Return every line from the one with "Describe the map view as" through the one with "Summarize the content", inclusive, exactly as it appears below.

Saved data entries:
BEGIN
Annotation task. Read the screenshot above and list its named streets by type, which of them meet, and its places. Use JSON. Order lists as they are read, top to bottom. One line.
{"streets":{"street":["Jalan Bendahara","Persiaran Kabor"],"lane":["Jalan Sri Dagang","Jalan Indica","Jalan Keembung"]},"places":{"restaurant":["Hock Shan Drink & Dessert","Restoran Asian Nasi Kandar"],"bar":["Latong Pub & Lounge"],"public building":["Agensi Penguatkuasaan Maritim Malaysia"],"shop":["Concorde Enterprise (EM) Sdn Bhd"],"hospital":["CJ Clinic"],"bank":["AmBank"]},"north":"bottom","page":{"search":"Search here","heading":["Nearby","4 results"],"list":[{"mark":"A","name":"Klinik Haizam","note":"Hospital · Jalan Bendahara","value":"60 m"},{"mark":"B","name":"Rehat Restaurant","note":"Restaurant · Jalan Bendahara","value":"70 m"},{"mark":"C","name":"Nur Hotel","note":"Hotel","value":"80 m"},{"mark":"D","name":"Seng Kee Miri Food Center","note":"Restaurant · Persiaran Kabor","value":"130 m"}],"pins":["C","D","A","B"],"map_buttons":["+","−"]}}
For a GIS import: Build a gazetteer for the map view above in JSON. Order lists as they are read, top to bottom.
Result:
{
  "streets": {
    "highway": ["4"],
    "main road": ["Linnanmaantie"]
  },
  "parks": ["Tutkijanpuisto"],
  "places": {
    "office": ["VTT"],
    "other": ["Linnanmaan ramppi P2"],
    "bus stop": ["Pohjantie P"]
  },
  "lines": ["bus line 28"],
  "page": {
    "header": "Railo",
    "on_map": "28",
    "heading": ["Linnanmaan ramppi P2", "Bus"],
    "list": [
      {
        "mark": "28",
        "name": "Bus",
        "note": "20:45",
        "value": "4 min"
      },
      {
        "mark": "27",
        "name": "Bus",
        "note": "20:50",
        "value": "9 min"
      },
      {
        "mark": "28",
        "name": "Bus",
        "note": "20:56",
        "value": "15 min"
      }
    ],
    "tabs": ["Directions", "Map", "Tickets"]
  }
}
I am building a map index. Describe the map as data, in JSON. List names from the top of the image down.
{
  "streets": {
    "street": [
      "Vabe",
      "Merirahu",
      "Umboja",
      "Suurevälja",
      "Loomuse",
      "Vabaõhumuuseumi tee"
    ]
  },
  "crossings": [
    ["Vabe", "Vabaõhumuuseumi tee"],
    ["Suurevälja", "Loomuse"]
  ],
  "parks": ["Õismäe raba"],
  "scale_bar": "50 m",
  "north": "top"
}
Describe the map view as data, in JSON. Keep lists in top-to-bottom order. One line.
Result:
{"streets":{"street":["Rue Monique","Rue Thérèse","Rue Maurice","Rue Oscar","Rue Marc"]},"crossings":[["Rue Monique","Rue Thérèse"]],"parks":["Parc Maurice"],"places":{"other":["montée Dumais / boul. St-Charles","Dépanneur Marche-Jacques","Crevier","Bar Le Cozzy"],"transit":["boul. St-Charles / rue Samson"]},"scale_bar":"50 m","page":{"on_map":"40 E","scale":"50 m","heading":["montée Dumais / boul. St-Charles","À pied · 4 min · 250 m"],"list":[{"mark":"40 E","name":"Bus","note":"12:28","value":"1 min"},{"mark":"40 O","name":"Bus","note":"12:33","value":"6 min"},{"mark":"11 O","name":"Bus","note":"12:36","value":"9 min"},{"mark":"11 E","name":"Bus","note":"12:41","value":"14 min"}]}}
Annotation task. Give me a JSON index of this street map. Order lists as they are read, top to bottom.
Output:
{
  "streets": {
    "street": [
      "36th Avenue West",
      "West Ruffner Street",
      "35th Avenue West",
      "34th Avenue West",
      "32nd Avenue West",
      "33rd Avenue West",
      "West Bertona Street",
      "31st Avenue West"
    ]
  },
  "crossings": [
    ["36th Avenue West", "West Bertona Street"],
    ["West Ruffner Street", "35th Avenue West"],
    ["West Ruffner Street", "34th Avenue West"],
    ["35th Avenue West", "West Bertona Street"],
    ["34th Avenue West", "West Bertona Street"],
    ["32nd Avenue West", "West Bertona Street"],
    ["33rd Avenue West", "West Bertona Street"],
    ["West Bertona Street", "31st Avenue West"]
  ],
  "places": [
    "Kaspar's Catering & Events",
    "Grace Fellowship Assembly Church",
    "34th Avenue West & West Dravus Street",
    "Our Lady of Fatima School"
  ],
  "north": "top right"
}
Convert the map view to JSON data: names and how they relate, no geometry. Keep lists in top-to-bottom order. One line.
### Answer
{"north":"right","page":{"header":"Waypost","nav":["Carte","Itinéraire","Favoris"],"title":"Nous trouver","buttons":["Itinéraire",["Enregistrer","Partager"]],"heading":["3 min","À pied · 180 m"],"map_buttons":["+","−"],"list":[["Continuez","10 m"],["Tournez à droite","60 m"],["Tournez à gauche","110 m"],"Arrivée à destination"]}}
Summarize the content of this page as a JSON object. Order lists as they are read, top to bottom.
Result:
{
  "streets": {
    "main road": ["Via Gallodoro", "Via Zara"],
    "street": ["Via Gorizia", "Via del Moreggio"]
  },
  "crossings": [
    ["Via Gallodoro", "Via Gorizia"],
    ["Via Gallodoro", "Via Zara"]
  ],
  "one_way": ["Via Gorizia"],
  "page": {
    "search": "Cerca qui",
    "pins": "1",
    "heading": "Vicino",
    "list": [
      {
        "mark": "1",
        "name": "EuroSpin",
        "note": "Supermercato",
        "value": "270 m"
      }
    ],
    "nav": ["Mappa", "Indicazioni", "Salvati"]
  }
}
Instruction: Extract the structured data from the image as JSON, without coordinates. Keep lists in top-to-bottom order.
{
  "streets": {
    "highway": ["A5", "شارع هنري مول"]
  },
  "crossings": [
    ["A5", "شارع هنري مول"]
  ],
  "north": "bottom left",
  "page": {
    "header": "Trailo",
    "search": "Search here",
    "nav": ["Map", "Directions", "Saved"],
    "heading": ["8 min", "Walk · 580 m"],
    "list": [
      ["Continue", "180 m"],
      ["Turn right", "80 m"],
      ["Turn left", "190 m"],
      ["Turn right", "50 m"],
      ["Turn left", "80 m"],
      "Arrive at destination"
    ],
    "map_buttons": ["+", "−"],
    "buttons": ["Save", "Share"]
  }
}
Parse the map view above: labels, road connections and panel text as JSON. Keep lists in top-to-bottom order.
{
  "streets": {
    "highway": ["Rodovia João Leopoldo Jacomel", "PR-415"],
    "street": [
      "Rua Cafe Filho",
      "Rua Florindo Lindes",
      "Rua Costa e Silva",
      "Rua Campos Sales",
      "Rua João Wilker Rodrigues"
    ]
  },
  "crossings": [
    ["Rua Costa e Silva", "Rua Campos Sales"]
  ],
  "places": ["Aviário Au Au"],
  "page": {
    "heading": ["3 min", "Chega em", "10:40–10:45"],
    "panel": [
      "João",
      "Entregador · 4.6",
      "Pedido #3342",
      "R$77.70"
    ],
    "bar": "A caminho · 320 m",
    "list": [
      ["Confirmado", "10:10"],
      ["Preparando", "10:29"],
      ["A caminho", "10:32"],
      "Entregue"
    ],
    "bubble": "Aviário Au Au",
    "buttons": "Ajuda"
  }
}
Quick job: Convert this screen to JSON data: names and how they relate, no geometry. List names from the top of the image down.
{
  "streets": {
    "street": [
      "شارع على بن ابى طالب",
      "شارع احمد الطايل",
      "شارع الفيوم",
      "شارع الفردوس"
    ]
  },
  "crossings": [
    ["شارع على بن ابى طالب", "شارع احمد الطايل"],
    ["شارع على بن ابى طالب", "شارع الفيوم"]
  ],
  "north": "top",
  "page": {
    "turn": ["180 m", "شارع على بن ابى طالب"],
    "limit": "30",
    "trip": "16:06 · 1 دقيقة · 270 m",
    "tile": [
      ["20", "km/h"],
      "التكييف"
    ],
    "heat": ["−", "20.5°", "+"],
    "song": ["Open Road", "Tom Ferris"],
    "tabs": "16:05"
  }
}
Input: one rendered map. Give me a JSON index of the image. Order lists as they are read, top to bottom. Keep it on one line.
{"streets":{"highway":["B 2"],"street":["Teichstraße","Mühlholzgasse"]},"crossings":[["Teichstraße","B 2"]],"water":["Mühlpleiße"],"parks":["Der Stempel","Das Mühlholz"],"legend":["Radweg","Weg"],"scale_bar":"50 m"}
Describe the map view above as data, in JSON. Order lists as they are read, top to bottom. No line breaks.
END
**OUTPUT:**
Describe the map view as data, in JSON. Keep lists in top-to-bottom order. One line.
Result:
{"streets":{"street":["Rue Monique","Rue Thérèse","Rue Maurice","Rue Oscar","Rue Marc"]},"crossings":[["Rue Monique","Rue Thérèse"]],"parks":["Parc Maurice"],"places":{"other":["montée Dumais / boul. St-Charles","Dépanneur Marche-Jacques","Crevier","Bar Le Cozzy"],"transit":["boul. St-Charles / rue Samson"]},"scale_bar":"50 m","page":{"on_map":"40 E","scale":"50 m","heading":["montée Dumais / boul. St-Charles","À pied · 4 min · 250 m"],"list":[{"mark":"40 E","name":"Bus","note":"12:28","value":"1 min"},{"mark":"40 O","name":"Bus","note":"12:33","value":"6 min"},{"mark":"11 O","name":"Bus","note":"12:36","value":"9 min"},{"mark":"11 E","name":"Bus","note":"12:41","value":"14 min"}]}}
Annotation task. Give me a JSON index of this street map. Order lists as they are read, top to bottom.
Output:
{
  "streets": {
    "street": [
      "36th Avenue West",
      "West Ruffner Street",
      "35th Avenue West",
      "34th Avenue West",
      "32nd Avenue West",
      "33rd Avenue West",
      "West Bertona Street",
      "31st Avenue West"
    ]
  },
  "crossings": [
    ["36th Avenue West", "West Bertona Street"],
    ["West Ruffner Street", "35th Avenue West"],
    ["West Ruffner Street", "34th Avenue West"],
    ["35th Avenue West", "West Bertona Street"],
    ["34th Avenue West", "West Bertona Street"],
    ["32nd Avenue West", "West Bertona Street"],
    ["33rd Avenue West", "West Bertona Street"],
    ["West Bertona Street", "31st Avenue West"]
  ],
  "places": [
    "Kaspar's Catering & Events",
    "Grace Fellowship Assembly Church",
    "34th Avenue West & West Dravus Street",
    "Our Lady of Fatima School"
  ],
  "north": "top right"
}
Convert the map view to JSON data: names and how they relate, no geometry. Keep lists in top-to-bottom order. One line.
### Answer
{"north":"right","page":{"header":"Waypost","nav":["Carte","Itinéraire","Favoris"],"title":"Nous trouver","buttons":["Itinéraire",["Enregistrer","Partager"]],"heading":["3 min","À pied · 180 m"],"map_buttons":["+","−"],"list":[["Continuez","10 m"],["Tournez à droite","60 m"],["Tournez à gauche","110 m"],"Arrivée à destination"]}}
Summarize the content of this page as a JSON object. Order lists as they are read, top to bottom.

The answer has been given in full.